Collected data entries:
§
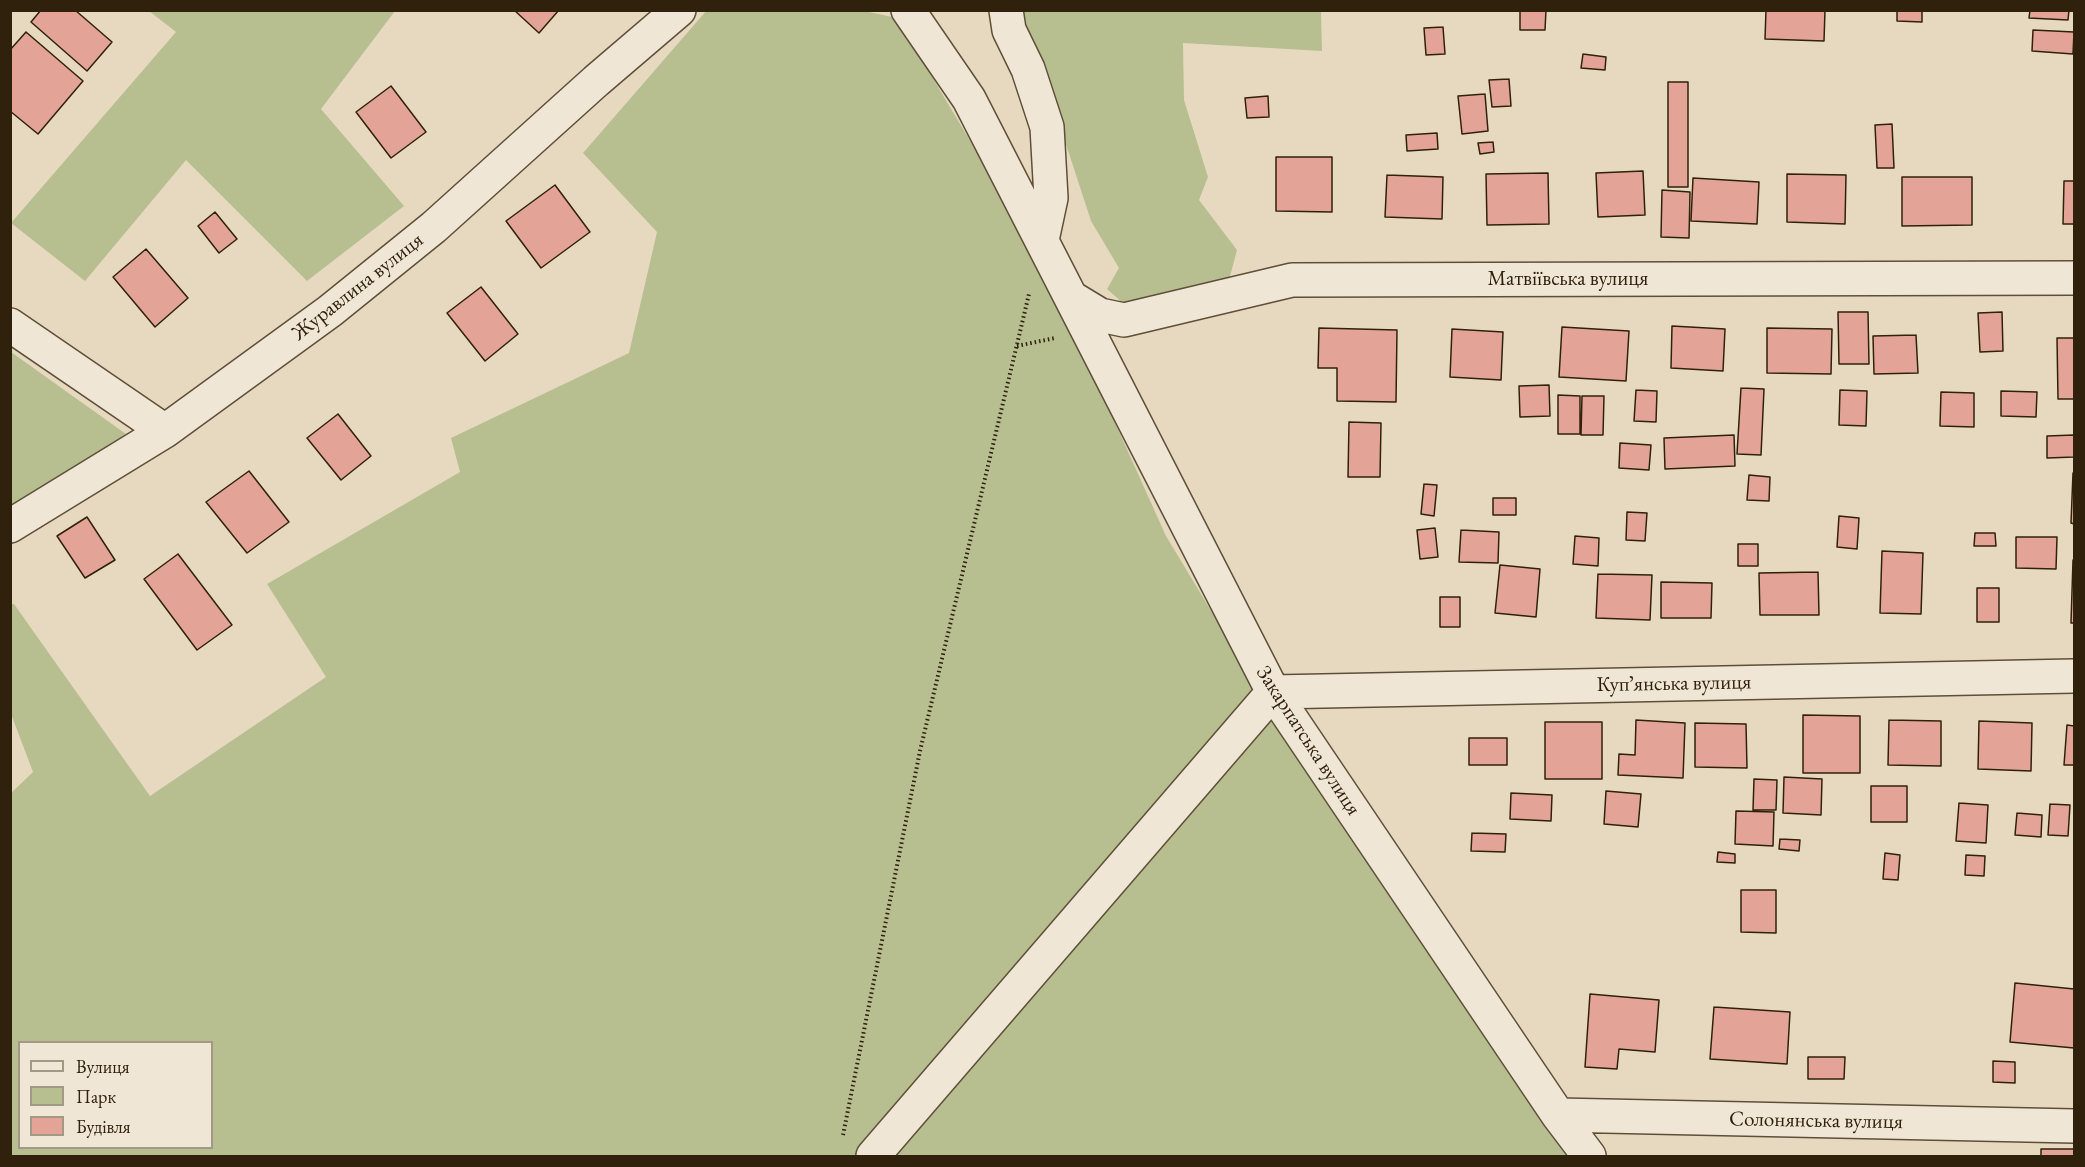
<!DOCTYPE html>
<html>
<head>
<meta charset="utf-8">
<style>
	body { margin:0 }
	#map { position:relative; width:2085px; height:1167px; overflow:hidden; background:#e7d9bf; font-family:"EB Garamond",serif }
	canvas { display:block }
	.frame { position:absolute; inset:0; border:12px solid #30210c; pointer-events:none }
	.legend { position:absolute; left:18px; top:1041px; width:195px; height:108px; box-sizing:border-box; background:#efe6d5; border:2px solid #a39785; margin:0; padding:8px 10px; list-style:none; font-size:18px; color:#30210c }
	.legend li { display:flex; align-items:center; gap:12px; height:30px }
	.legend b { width:30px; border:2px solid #a39785 }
</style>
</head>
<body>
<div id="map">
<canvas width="2085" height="1167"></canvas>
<div class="frame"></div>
<ul class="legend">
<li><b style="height:8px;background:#efe6d5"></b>Вулиця</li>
<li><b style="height:16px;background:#b7bf91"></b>Парк</li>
<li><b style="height:16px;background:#e3a497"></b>Будівля</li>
</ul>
</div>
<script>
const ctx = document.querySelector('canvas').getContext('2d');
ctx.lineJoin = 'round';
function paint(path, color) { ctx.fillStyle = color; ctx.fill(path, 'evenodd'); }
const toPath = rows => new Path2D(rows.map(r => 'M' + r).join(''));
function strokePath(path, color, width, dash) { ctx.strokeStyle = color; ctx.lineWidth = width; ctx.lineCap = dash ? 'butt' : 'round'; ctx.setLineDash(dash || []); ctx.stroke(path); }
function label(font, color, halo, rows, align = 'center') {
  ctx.font = font + ' "EB Garamond",serif'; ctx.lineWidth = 6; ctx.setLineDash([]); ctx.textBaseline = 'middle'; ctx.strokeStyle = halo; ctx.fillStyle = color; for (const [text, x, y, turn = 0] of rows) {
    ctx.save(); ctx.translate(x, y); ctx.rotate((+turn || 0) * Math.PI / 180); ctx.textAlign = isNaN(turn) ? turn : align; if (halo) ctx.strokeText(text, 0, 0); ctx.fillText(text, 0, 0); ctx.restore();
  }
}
const green = toPath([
	[707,10,860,10,897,18,1044,265,1166,536,1260,692,866,1156,11,1156,11,793,33,772,11,714,10,605,14,604,150,796,326,677,267,584,460,472,451,438,629,353,657,232,583,153],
	[20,1042,212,1042,212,1148,20,1148],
	[149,11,395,11,321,109,404,206,307,281,186,160,85,281,11,223,176,32],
	[1024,11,1321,11,1322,51,1183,43,1184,100,1208,177,1199,200,1237,250,1229,280,1124,304,1107,289,1119,268,1091,221,1062,132,1024,28],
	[11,352,126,434,11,509],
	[1267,713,1580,1156,884,1156]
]);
const building = toPath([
	[41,10,75,10,112,42,87,71,31,22,41,10],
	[514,10,559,10,539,33,514,10],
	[1520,10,1546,10,1545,30,1520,30,1520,10],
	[1766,10,1825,10,1824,41,1765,39,1766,10],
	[1897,10,1922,10,1922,22,1897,21,1897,10],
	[2030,10,2069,10,2068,20,2029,18,2030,10],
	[1443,27,1445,54,1426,55,1424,28,1443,27],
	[2033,30,2074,32,2073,54,2032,51,2033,30],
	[26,32,83,81,38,134,10,111,10,50,26,32],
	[1583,54,1606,57,1605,70,1581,68,1583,54],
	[1509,79,1511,106,1492,107,1489,80,1509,79],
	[1668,82,1688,82,1688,187,1668,187,1668,82],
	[391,86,426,132,391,158,356,112,391,86],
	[1485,94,1488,131,1462,134,1458,96,1485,94],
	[1268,96,1269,117,1247,118,1245,98,1268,96],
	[1892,124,1894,168,1877,168,1875,125,1892,124],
	[1437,133,1438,149,1407,151,1406,135,1437,133],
	[1493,142,1494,152,1480,154,1478,143,1493,142],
	[1276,157,1332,157,1332,212,1276,211,1276,157],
	[1643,171,1645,215,1598,217,1596,173,1643,171],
	[1548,173,1549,224,1487,225,1486,174,1548,173],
	[1787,174,1846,175,1845,224,1787,222,1787,174],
	[1387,175,1443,177,1442,219,1385,217,1387,175],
	[1902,177,1972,177,1972,225,1902,226,1902,177],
	[1693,178,1759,182,1757,224,1691,221,1693,178],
	[2064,181,2074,181,2074,224,2063,224,2064,181],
	[555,185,590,232,541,268,506,221,555,185],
	[1662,190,1690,192,1689,238,1661,237,1662,190],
	[215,212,237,239,219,253,198,226,215,212],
	[146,249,188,298,155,327,113,277,146,249],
	[481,287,518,334,485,361,447,313,481,287],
	[1838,312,1868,312,1869,364,1839,364,1838,312],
	[2002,312,2003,351,1980,352,1978,313,2002,312],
	[1672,326,1725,329,1723,371,1671,368,1672,326],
	[1562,327,1629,331,1626,381,1559,377,1562,327],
	[1319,328,1397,330,1396,402,1337,401,1337,368,1318,368,1319,328],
	[1767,328,1832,329,1831,374,1767,373,1767,328],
	[1452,329,1503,332,1501,380,1450,377,1452,329],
	[1916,335,1918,373,1874,374,1873,336,1916,335],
	[2057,338,2074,338,2074,399,2058,399,2057,338],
	[1549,385,1550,416,1520,417,1519,386,1549,385],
	[1741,388,1764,389,1761,455,1737,454,1741,388],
	[1636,390,1657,391,1656,422,1634,421,1636,390],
	[1840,390,1867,391,1866,426,1839,425,1840,390],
	[2001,391,2037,392,2036,417,2001,416,2001,391],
	[1941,392,1974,393,1974,427,1940,426,1941,392],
	[1558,395,1580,396,1580,434,1558,434,1558,395],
	[1582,396,1604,396,1603,435,1581,435,1582,396],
	[338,414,371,456,341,480,307,438,338,414],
	[1349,422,1381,423,1380,477,1348,477,1349,422],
	[1734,435,1735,466,1665,469,1664,438,1734,435],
	[2074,435,2074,457,2047,458,2047,436,2074,435],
	[1620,443,1651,445,1649,470,1619,468,1620,443],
	[249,471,289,522,247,553,206,502,249,471],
	[2073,473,2074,473,2074,524,2071,523,2073,473],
	[1749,475,1770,477,1769,501,1747,500,1749,475],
	[1424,484,1437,485,1434,516,1421,514,1424,484],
	[1493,498,1516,498,1516,515,1493,515,1493,498],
	[1627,512,1647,513,1645,541,1626,540,1627,512],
	[1839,516,1859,518,1857,549,1837,547,1839,516],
	[87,517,115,560,85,578,57,536,87,517],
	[1435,528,1438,557,1420,559,1417,530,1435,528],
	[1461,530,1499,532,1498,563,1459,562,1461,530],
	[1975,533,1995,533,1996,546,1974,546,1975,533],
	[1575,536,1599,538,1598,566,1573,564,1575,536],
	[2016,537,2057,537,2056,569,2016,568,2016,537],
	[1738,544,1758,544,1758,566,1738,566,1738,544],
	[1882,551,1923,553,1921,614,1880,613,1882,551],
	[178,554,232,625,197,650,144,579,178,554],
	[2073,560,2074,560,2074,623,2071,623,2073,560],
	[1500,565,1540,569,1536,617,1495,613,1500,565],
	[1818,572,1819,615,1760,615,1759,573,1818,572],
	[1598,574,1652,575,1650,620,1596,618,1598,574],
	[1661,582,1712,583,1711,618,1661,618,1661,582],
	[1977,588,1999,588,1999,622,1977,622,1977,588],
	[1440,597,1460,597,1460,627,1440,627,1440,597],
	[1803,715,1860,716,1860,773,1803,773,1803,715],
	[1636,720,1685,723,1683,778,1618,775,1619,754,1635,755,1636,720],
	[1889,720,1941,721,1941,766,1888,765,1889,720],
	[1979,721,2032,723,2031,771,1978,769,1979,721],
	[1545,722,1602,722,1602,779,1545,779,1545,722],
	[1695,723,1746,724,1747,768,1695,767,1695,723],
	[2067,725,2074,726,2074,765,2064,765,2067,725],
	[1469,738,1507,738,1507,765,1469,765,1469,738],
	[1784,777,1822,779,1821,815,1783,813,1784,777],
	[1754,779,1777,780,1776,810,1753,810,1754,779],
	[1871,786,1907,786,1907,822,1871,822,1871,786],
	[1606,791,1641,794,1638,827,1604,824,1606,791],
	[1511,793,1552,795,1551,821,1510,819,1511,793],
	[1959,803,1988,805,1986,843,1956,841,1959,803],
	[2050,804,2070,805,2068,836,2048,835,2050,804],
	[1736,811,1774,812,1773,846,1735,844,1736,811],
	[2017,813,2042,815,2041,837,2015,835,2017,813],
	[1472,833,1506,834,1505,852,1471,851,1472,833],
	[1780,839,1800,840,1799,851,1779,849,1780,839],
	[1718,852,1735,854,1735,863,1717,862,1718,852],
	[1885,853,1900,855,1898,880,1883,879,1885,853],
	[1966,855,1985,856,1984,876,1965,875,1966,855],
	[1741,890,1776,890,1776,933,1741,932,1741,890],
	[2015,983,2074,989,2074,1048,2010,1042,2015,983],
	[1590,994,1659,1000,1655,1052,1619,1049,1617,1069,1585,1067,1590,994],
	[1714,1007,1790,1012,1787,1064,1710,1059,1714,1007],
	[1808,1057,1845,1057,1844,1079,1808,1079,1808,1057],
	[1993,1061,2015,1062,2015,1083,1993,1082,1993,1061],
	[2041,1149,2074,1149,2074,1156,2041,1156,2041,1149]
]);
const path = toPath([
	[1017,346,1055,338],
	[843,1135,920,751,1029,294]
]);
const minor = toPath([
	[908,10,969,99,1273,692,1558,1115,1589,1156],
	[1006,10,1009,30,1028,69,1047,127,1051,198,1042,240],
	[1072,298,1100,315,1124,320,1292,280,2074,278],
	[10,325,165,431],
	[10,526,165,431,330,311,434,227,596,81,679,10],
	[1558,1115,2074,1126],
	[873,1156,1273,692,2074,676]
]);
const streetNames = [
	["Матвіївська вулиця",1568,279],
	["Журавлина вулиця",358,287,-38],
	["Купʼянська вулиця",1674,684,-1],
	["Закарпатська вулиця",1308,741,57],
	["Солонянська вулиця",1816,1121,1]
];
paint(green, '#b7bf91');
paint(building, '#e3a497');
strokePath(building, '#30210c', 1.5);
strokePath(minor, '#5e4f39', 36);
strokePath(path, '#30210c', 4, [1.5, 3]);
strokePath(minor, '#efe6d5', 33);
label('21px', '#30210c', '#efe6d5', streetNames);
</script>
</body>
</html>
§
What to do:
Which lines in the data above hold the string "strokeStyle"? Show each one.

Solution for this task:
function strokePath(path, color, width, dash) { ctx.strokeStyle = color; ctx.lineWidth = width; ctx.lineCap = dash ? 'butt' : 'round'; ctx.setLineDash(dash || []); ctx.stroke(path); }
  ctx.font = font + ' "EB Garamond",serif'; ctx.lineWidth = 6; ctx.setLineDash([]); ctx.textBaseline = 'middle'; ctx.strokeStyle = halo; ctx.fillStyle = color; for (const [text, x, y, turn = 0] of rows) {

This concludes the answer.